Gabriel Leydon Makes Comeback with $200M Funding for New Blockchain Game Company Limit Break

The former co-founder and CEO of Machine Zone is creating a blockchain-based “free-to-own” game.
Image source: Critical Path

Quick take:

  • Gabriel Leydon raised $200 million for his new blockchain game company, Limit Break.
  • He teamed up with Machine Zone co-founder, Halbert Nakagawa, to create a new blockchain game.
  • The game will be “free-to-mint” to build a big community of fans from the start.

Gabriel Leydon, the former co-founder and CEO of free-to-play mobile gaming and tech company Machine Zone, is making a comeback with a new blockchain game company called Limit Break, as first reported by GamesBeat.

Once known as “the man on the Iron Throne of gaming”, Leydon has raised $200 million for Limit Break. The funds were secured last year from Buckley Ventures, Paradigm, FTX, CoinBase Ventures, Shervin Pishevar, Anthos Capital, SV Angel and Standard Crypto. Pishever and Anthos Capital previously invested in Machine Zone.

Leydon left Machine Zone in 2018 to explore cryptocurrencies and sold Machine Zone in 2020 to AppLovin for $600 million. Last August, he teamed up with Machine Zone co-founder Halbert Nakagawa to create a new blockchain game which will be “free-to-mint” and “free-to-own”.

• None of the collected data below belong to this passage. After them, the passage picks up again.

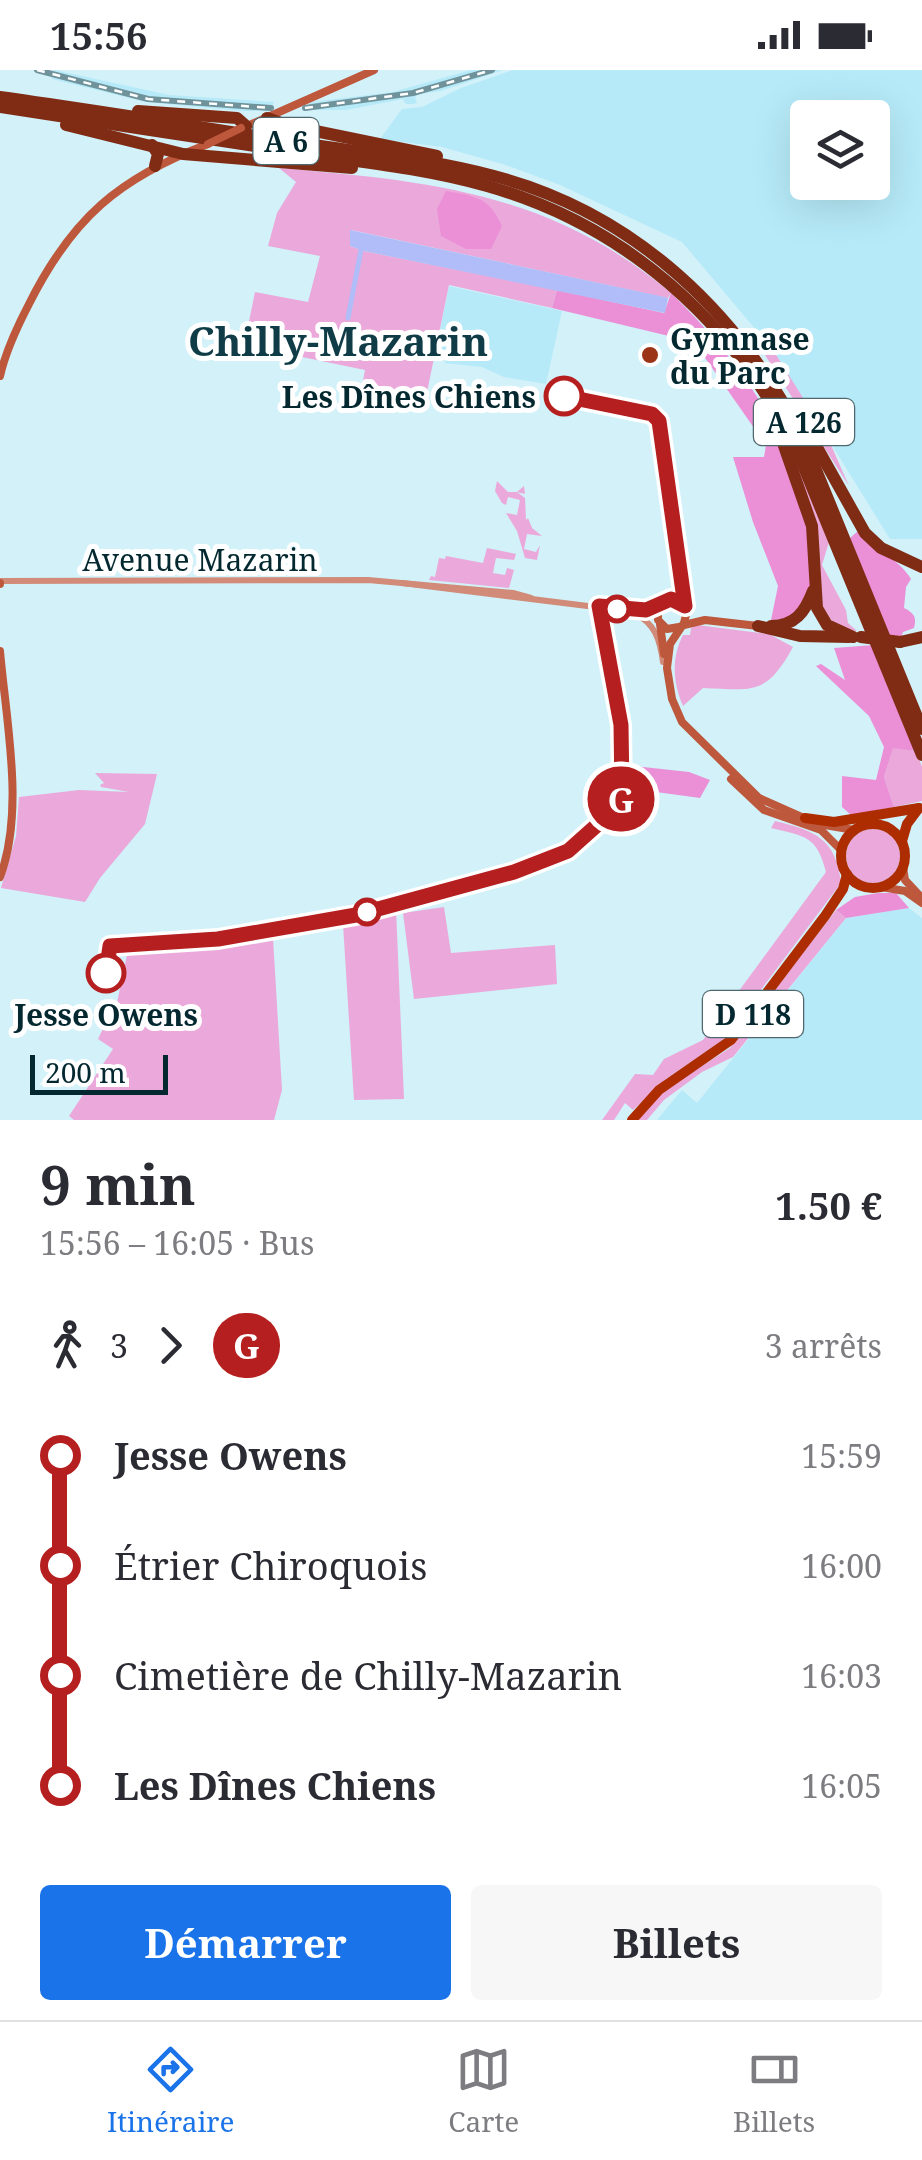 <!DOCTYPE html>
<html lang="fr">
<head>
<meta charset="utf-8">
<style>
	:root { --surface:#fff; --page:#f7f7f7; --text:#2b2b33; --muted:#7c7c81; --line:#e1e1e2; --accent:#1a73e8 }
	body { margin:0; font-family:"Noto Serif",serif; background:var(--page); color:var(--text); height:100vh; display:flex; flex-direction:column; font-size:38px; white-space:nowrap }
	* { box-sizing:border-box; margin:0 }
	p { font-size:32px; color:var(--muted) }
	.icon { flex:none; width:55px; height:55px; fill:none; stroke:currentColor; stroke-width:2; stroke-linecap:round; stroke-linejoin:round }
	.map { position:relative; height:1050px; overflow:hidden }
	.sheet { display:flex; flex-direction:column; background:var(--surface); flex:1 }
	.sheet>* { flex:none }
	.badge { padding:0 20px; border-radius:32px; font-size:35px; line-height:65px }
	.buttons { position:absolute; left:790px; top:30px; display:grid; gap:20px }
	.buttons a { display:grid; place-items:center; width:100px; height:100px; border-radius:10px; background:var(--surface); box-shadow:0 10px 40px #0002; font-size:50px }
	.scale { position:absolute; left:30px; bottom:25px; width:138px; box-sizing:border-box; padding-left:10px; border:5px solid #032830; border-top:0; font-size:28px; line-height:35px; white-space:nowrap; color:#032830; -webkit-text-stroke:8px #fff; paint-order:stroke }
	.map>.badge { position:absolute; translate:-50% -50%; box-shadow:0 0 0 5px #fff }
	.legs { display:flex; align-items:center; gap:15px; height:110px; padding:0 40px; font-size:32px }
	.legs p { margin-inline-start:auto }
	.head { display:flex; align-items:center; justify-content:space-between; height:170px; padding:0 40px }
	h1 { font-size:55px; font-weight:700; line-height:75px }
	.button { display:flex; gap:20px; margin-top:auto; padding:20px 40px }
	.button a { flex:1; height:115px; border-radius:10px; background:var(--accent); color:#fff; font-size:40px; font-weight:700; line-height:115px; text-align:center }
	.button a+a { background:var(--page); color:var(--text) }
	ul { padding:0 40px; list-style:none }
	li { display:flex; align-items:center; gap:35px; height:110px; font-size:38px }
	li i { display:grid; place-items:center; width:15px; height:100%; margin:0 12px; background:currentColor }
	li i::after { content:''; width:25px; height:25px; margin:-12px; border:8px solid; border-radius:50%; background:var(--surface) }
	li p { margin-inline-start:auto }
	li:first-child i { background:linear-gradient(#0000 50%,currentColor 0) }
	li:last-child i { background:linear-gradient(currentColor 50%,#0000 0) }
	.status { display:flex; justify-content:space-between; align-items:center; height:70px; padding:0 50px; background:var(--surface); direction:ltr }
	.status svg { height:28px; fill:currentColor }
	.menu { display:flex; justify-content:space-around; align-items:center; height:140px; border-top:2px solid var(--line); background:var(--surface); font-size:28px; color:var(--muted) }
	.menu a { display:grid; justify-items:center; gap:5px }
	.menu .current { color:var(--accent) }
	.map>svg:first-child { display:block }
	.built { fill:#b6eaf8; fill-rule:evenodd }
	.green { fill:#eba8da }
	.forest { fill:#eb8fd6 }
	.water { fill:#b1bdf8 }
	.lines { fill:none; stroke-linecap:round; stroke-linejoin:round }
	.canal { stroke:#b1bdf8; stroke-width:5 }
	.tertiary { stroke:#d18b78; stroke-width:6 }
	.secondary { stroke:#be583d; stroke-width:8 }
	.primary { stroke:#ad2c00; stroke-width:10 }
	.motorway { stroke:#802c15; stroke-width:12 }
	.rail-casing { stroke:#70929a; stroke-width:6 }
	.rail { stroke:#fff; stroke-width:2.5; stroke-dasharray:8; stroke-linecap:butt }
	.secondary-bridge { stroke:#be583d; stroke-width:8 }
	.motorway-bridge { stroke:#802c15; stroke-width:12 }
	.line-1-casing { stroke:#fff; stroke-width:22 }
	.line-1 { stroke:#b51f1f; stroke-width:15 }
	.poi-dot { fill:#9b3316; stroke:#fff; stroke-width:4 }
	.stop-1-dot { fill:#fff; stroke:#b51f1f; stroke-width:5 }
	.labels { text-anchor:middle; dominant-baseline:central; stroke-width:10; stroke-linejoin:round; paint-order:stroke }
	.shield { fill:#fff; stroke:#4f686e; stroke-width:2.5 }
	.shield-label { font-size:28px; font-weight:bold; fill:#032830 }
	.poi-label { font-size:30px; font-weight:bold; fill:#032830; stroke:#fff; text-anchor:start }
	.stop-label { font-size:30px; font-weight:bold; fill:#032830; stroke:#fff; text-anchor:end }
	.street-label { font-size:30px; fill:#032830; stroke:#fff }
	.district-label { font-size:40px; font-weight:bold; fill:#0f3c46; stroke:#fff }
</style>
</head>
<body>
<div class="status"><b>15:56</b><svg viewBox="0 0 49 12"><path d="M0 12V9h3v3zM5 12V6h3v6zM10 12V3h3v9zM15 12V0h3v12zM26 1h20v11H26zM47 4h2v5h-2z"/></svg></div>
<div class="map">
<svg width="922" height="1050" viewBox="0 0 922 1050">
	<rect width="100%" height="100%" fill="#d2f1f9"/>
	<!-- built -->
	<g class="built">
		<polygon points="54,0 169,25 274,32 270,41 243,41 146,32 52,9"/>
		<polygon points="471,0 503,0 441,21 419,24 415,27 417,33 413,34 406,34 403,29 346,40 304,40 311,32 393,22"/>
		<path d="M513,0H922V469H890L773,280L682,172L560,115L506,95L442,77L380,69L402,39L422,37L461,18ZM808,48H872V112H808Z"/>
		<polygon points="449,216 562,241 546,314 504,307 482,297 445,293 447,283 436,280"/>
		<polygon points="909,838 922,848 922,1050 657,1050 682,1020 697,1033 846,848"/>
	</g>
	<!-- green -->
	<g class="green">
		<path d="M279,98C429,111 550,122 671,223L668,228L351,160L350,176L364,181L557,220L552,238L449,215L427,322L423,321L419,336L381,328L358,337L365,300L302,287L300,292L243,281L255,222L308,232L320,186L268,176L277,143L296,112Z"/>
		<polygon points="773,280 827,366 849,416 765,285"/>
		<path d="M794,384L829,472L822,495L846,540L848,553L857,561C842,561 832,552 823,541Z"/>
		<polygon points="497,411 508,422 517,422 524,416 525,424 517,422 525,428 526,450 528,448 532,458 542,466 527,464 524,479 536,482 540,475 537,490 525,488 517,461 506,443 517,445 520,430 508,427 506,435 502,433 495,421"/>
		<polygon points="487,478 516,484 514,490 496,488 493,503 505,505 507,498 514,500 509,518 429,510 431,506 435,507 439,488 445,489 446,486 483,493"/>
		<path d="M697,555L769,564L793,577C766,626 753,620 703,618L683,636C673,612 671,589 683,565H690L691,558Z"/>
		<polygon points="893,677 916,681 922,697 922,731 894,737 884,707"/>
		<polygon points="95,703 157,704 145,754 100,808 85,832 1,818 16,766 19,727 79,720 129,722 101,717 100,715 104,713"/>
		<path d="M775,751C815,761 836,768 841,813L724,969L666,1009L633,1040L625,1033L614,1050H602L635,1004L653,1005L664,989L703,970L826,802C817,766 805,766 771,758Z"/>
		<circle cx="873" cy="786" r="27"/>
		<polygon points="444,837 451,883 555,875 557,914 414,929 403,843"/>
		<polygon points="396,839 404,1029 354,1030 343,854"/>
		<polygon points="836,840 846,848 733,987 702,1002 664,1030 647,1050 636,1050 666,1019 730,978"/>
		<polygon points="267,866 273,868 282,1020 274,1050 74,1050 69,1046 113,979 98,969 108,949 114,947 128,880"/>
	</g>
	<!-- forest -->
	<g class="forest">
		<path d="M446,121C475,126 489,127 502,156L491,179H466L441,166L437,139Z"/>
		<path d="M557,220L664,243L671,223C706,257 737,294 763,336C784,370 825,490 808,526C804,534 793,543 787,549L771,550L778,516L753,452L733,387H764L766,375L694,272L552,238Z"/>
		<path d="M858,461C874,478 899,489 911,509L906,517L904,538C914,543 917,547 914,558L903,562L901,568L889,567L850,468Z"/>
		<polygon points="874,575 916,681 893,678 884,707 894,737 851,745 842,737 842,706 876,710 884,677 869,646 816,596 821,594 845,610 834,578"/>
		<polygon points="625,695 689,702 710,710 700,728 627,718"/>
		<polygon points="878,823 896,823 909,838 846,848 836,840 855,827"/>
	</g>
	<!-- water -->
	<polygon class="water" points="350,160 660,226 668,228 665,243 364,181 350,176"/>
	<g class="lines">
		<!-- canal -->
		<polyline class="canal" points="348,248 361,180"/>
		<!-- tertiary -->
		<g class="tertiary">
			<polyline points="0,511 368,510 513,523 531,528"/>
			<polyline points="402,513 628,541 658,536"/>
			<path d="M634,543C655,553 660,570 663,592"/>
		</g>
		<!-- secondary -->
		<g class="secondary">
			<polyline points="245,57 374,0"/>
			<path d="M0,306C6,280 17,257 29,234C72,148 119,108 208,74"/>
			<polyline points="0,513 0,514"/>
			<polyline points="660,554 664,584"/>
			<polyline points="684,555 705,550 758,556"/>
			<polyline points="679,557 667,559 658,550 658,536 666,530 679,530 687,541 684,553 670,574 667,598 672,629 682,652 759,728 806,749"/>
			<path d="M0,581C6,651 25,741 0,807"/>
			<polyline points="731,709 764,740 821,760 841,780"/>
			<polyline points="819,754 854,760"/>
			<polyline points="903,797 905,810 919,825"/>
			<polyline points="881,817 905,821 922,833"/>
		</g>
		<!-- primary -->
		<g class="primary">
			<polyline points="805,748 834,752 919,738"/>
			<circle cx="873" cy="786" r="32"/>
			<polyline points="902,771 907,754 919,738"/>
			<polyline points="632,1050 659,1020 731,970 825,846 843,819 847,804"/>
		</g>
		<!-- motorway -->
		<g class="motorway">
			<path d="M0,27C100,41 200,57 300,73C364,83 431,89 494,106C635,143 741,244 805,373L922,659"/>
			<path d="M0,37C100,53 200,67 300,83C363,92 427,99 487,116C625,155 733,251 796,378L922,685"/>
			<polyline points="138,41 237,48 246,56"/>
			<polyline points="267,48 286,55 437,86"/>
			<polyline points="66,55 183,84 352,98"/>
			<polyline points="152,75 158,84 155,96"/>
			<polyline points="800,347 865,463 881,478 922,497"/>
			<polyline points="776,353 812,456 817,538 827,555 853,567"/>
			<polyline points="758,556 800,566 849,567"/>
			<path d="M771,556C795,556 805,542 813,521"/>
			<polyline points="900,572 922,567"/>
		</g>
		<!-- rail casing -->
		<g class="rail-casing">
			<g id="rail">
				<polyline points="37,0 148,29 271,38"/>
				<polyline points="305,38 413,23 492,0"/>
			</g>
		</g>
		<!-- rail -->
		<use href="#rail" class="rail"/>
		<!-- secondary-bridge -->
		<polyline class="secondary-bridge" points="208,74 241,58"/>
		<!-- motorway-bridge -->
		<polyline class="motorway-bridge" points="861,567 900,572"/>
	</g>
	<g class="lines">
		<!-- line-1 casing -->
		<g class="line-1-casing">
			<polyline id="line-1" points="106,903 110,876 218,869 356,845 514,802 568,781 615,739 622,722 621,655 599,536 646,540 671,529 685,536 659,351 652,344 564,326"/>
		</g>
		<!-- line-1 -->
		<use href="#line-1" class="line-1"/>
	</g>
	<!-- markers -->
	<circle class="poi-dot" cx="650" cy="285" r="10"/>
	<g class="stop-1-dot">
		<circle cx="564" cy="326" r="18"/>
		<circle cx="617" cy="539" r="12"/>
		<circle cx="367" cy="842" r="12"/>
		<circle cx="106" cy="903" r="18"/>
	</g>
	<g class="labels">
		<!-- shield labels -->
		<g class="shield">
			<rect x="253.5" y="48" width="65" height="46" rx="8"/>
			<rect x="754" y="329" width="100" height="46" rx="8"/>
			<rect x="703" y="921" width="100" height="46" rx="8"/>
		</g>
		<g class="shield-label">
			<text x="286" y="71">A 6</text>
			<text x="804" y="352">A 126</text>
			<text x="753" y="944">D 118</text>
		</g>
		<!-- poi labels -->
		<g class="poi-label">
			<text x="670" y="268">Gymnase<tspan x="670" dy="34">du Parc</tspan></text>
		</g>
		<!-- stop labels -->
		<g class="stop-label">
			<text x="536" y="326">Les Dînes Chiens</text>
			<text x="106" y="944" text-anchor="middle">Jesse Owens</text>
		</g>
		<!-- street labels -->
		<g class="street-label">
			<text x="200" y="489">Avenue Mazarin</text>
		</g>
		<!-- district labels -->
		<g class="district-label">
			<text x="338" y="270">Chilly-Mazarin</text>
		</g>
	</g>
</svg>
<div class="buttons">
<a><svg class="icon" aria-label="layers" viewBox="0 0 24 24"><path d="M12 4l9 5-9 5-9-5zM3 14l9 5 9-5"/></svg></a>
</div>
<div class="scale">200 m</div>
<b class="badge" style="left:621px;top:729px;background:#b51f1f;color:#fff">G</b>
</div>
<section class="sheet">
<div class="head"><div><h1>9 min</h1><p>15:56 – 16:05 · Bus</p></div><b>1.50 €</b></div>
<div class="legs"><svg class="icon" aria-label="walk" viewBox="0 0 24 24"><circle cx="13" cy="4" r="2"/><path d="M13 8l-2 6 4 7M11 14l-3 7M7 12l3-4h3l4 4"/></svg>3<svg class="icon" aria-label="forward" viewBox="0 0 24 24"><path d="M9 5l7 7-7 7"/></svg><b class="badge" style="background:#b51f1f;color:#fff">G</b><p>3 arrêts</p></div>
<ul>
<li><i style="color:#b51f1f"></i><b>Jesse Owens</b><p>15:59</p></li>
<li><i style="color:#b51f1f"></i><span>Étrier Chiroquois</span><p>16:00</p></li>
<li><i style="color:#b51f1f"></i><span>Cimetière de Chilly-Mazarin</span><p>16:03</p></li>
<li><i style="color:#b51f1f"></i><b>Les Dînes Chiens</b><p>16:05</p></li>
</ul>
<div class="button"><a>Démarrer</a><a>Billets</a></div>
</section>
<nav class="menu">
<a class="current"><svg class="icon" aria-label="directions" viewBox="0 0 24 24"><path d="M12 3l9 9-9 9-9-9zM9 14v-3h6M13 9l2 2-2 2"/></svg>Itinéraire</a>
<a><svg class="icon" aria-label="map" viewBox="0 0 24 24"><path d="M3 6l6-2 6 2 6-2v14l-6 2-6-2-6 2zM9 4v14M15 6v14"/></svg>Carte</a>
<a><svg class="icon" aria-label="tickets" viewBox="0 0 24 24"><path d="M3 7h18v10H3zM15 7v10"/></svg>Billets</a>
</nav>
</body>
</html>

“Our focus is on a what I believe is going to replace ‘free to play’ with something I call ‘free to own’ games,” Leydon said in an interview with GamesBeat. Despite the popularity of play-to-earn games, Limit Break is eschewing that model by giving away free NFTs to players from the start. Leydon told GamesBeat that the free-to-own model can reduce scam-like behaviour in the blockchain gaming space, where game studios sell NFTs but fail to deliver games.

Not only does Leydon want to turn fans into evangelists for the game that Limit Break is developing with free NFTs, but he also he believes that the free-to-mint model could “wipe out” the free-to-play and play-to-earn games.

Eliminating free-to-play could prove difficult as the business model generates $120 billion in annual revenue—more than half of all game revenues, according to GamesBeat. However, Leydon is optimistic about it.

Speaking to GamesBeat, Leydon said: “If you match free to play up against free to own, there’s no way for free to play survive. I don’t see how anybody goes back to free-to-play after that. Free to play is download the game for free by a bunch of virtual items that you can’t own essentially. We’re completely reinventing the game industry.”

Details on Limit Break’s new game are scarce, but the studio is sharing free NFTs with early fans who can sell their digital assets on NFT marketplaces. Limit Break will also keep an undisclosed percentage of the NFTs for itself. If the NFTs become valuable, Limit Break could sell them at market prices – alongside the ones being sold by the fans – to generate revenue.

Earlier this month, Limit Break gave out its first NFT collection, named DigiDaigaku Genesis. The collection consists of 2022 cute female anime characters who “live in a mysterious world unknown to outsiders.” Currently, the collection has a floor price of 13 ETH on OpenSea.